The Video Sampler

10.29.2006

Laying

October 29, 2006 11:00 AM Sunday Laying

I awoke this morning from hazy thoughts of how many ways to
do circles in Blender. I decided to just get up and do them to 
compare. 



 
I could evenn take a circle and fill it in with grid squares. 

All the advantages and disadvantages aren't readilly apparent until you render 
them with SetSmooth and SubSurf. (see below)


11:00 AM It's easy to make sure to do a little work in Blender everyday and just post the images from it. It's the same with writing in a way... since I always know I can do it everyday despite time constraints and it adds something extra to the page. 6:33 PM Well, I did it. The paper I mean. And mostly things required are done. Except for the SE project which still demands a huge amount of work and probabily isn't really organized for it. That's what makes it a bigger headache than it has to be. I got back in after my outting to print and to gather food in which I ate while numbing my sensibilities infront of the screen. I took a brieff snooze and awoke from a sleepless sleep to recline in the cozy warmth of my freshly heated room. (I always note the warmth because I know it costs 13 cents per degree per hour to keep it that way) So I indulge from time to time espacialy since I was exposed to a sick person this weekend and want to stay well enough to take my tests this week. Hence, why I drank all that water as well. ... Laying But while I laid down in the dark listening to the sound of my own thoughts I noted how I felt. ... It was faint really. A faint feeling of longing to be elsewhere. Perhaps, to walk gracefully through an aging memory and to be swiftly wrapped up in feelings that were once had but had been lost to all but the fainted memory of their existence.
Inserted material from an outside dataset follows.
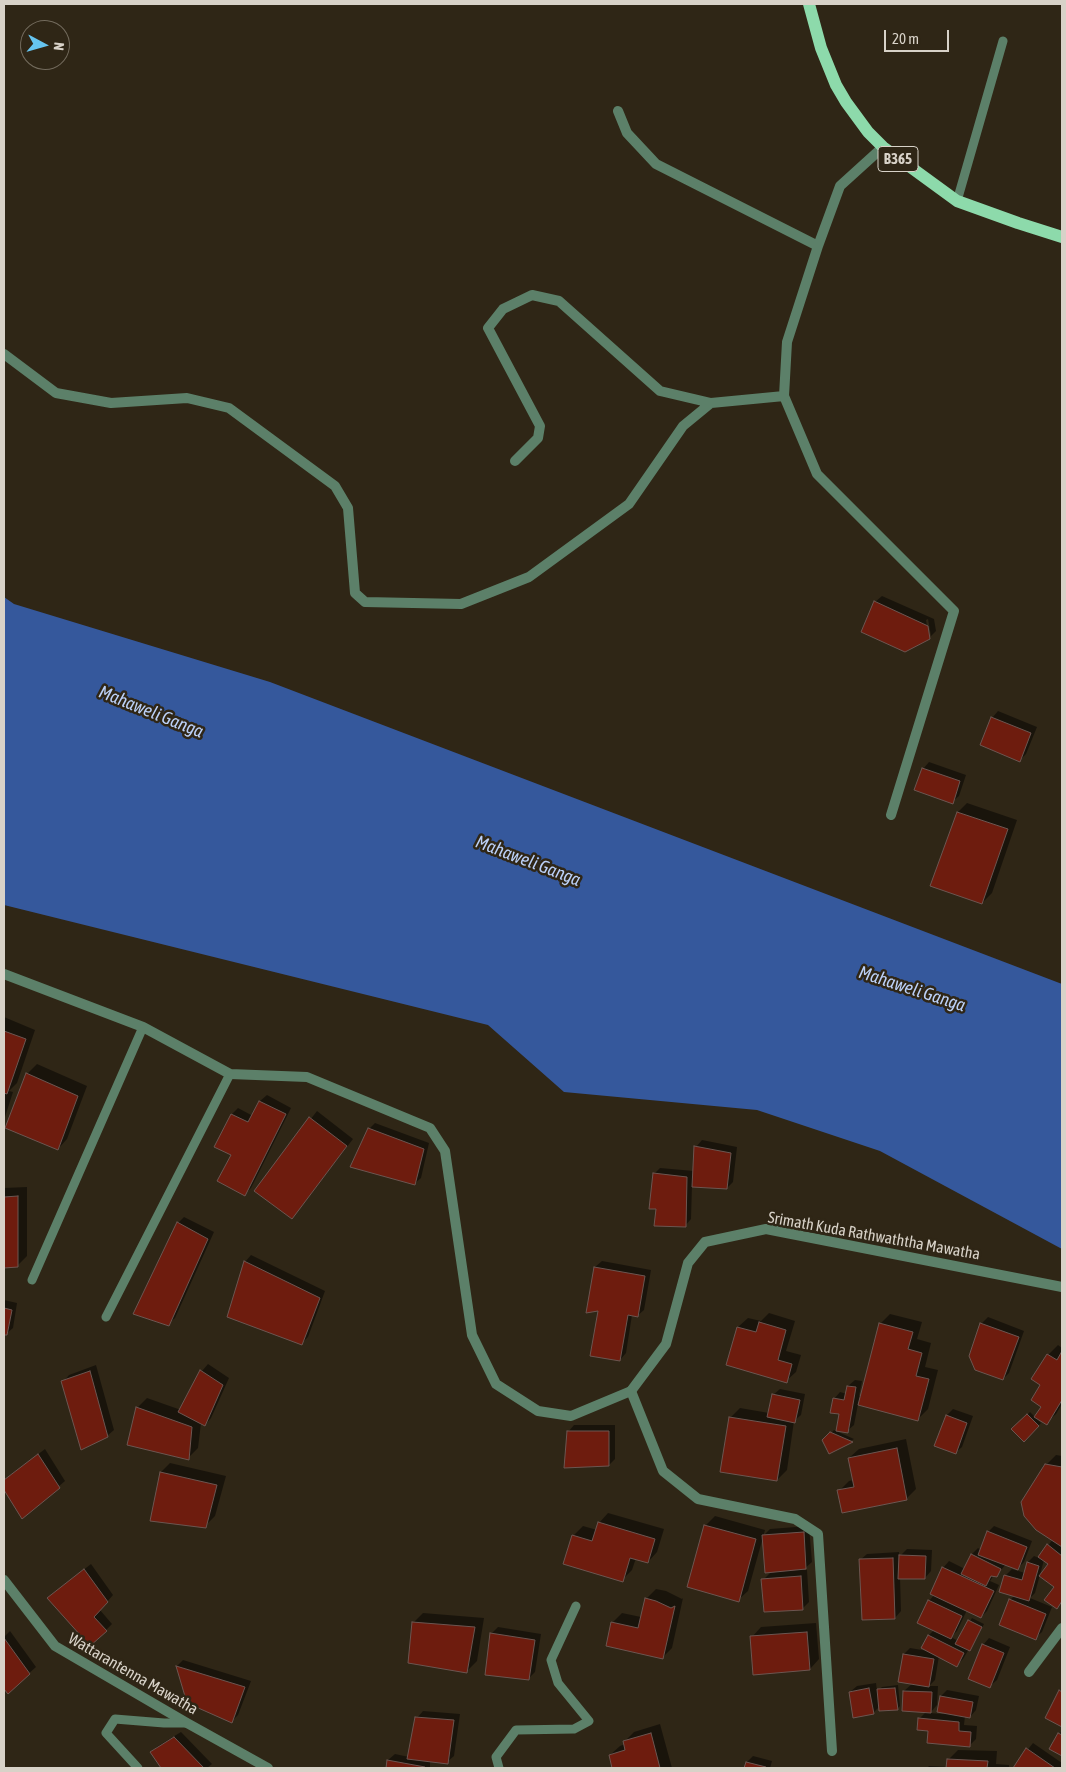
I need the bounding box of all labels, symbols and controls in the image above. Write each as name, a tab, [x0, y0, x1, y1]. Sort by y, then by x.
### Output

I wondered if I really longed to be back there as I watched my memories shift past. I wondered what it was at this point in my life that makes me want to stop it all and rewind. Could it be that I stare off into my own destiny and am slightly disgusted by what I see? I note the ways in which I do not attend the parties that other people do. I note how I have not taken in the festive spirit of October in all it's Halloweenish glory. I note the trouble I have with feelings of independence under rule. There can be no independence while under rule. So I am troubled. All while I lay back trying to stay warm in a room that quickly dampens with the cold that comes in from the glass sliding doors. The thoughts of 'what to do' beckon me at all hours of my life.. but it that point, while I lay, they were merely whispers clamoring to get me to rise and take on the world once more. Was I about to honor them? Was I about to answer them? Value them? No, at least not for a another few moments. ... ... ... I'm quickly forgetting what I was thinking about regardless. It's best to move on I suppose.
Differences in between extruded circles from above with SetSmooth enabled. Now SubSurf and Set Smooth enabled. The Cylinder Version and the converted Bez Circle have the most problems.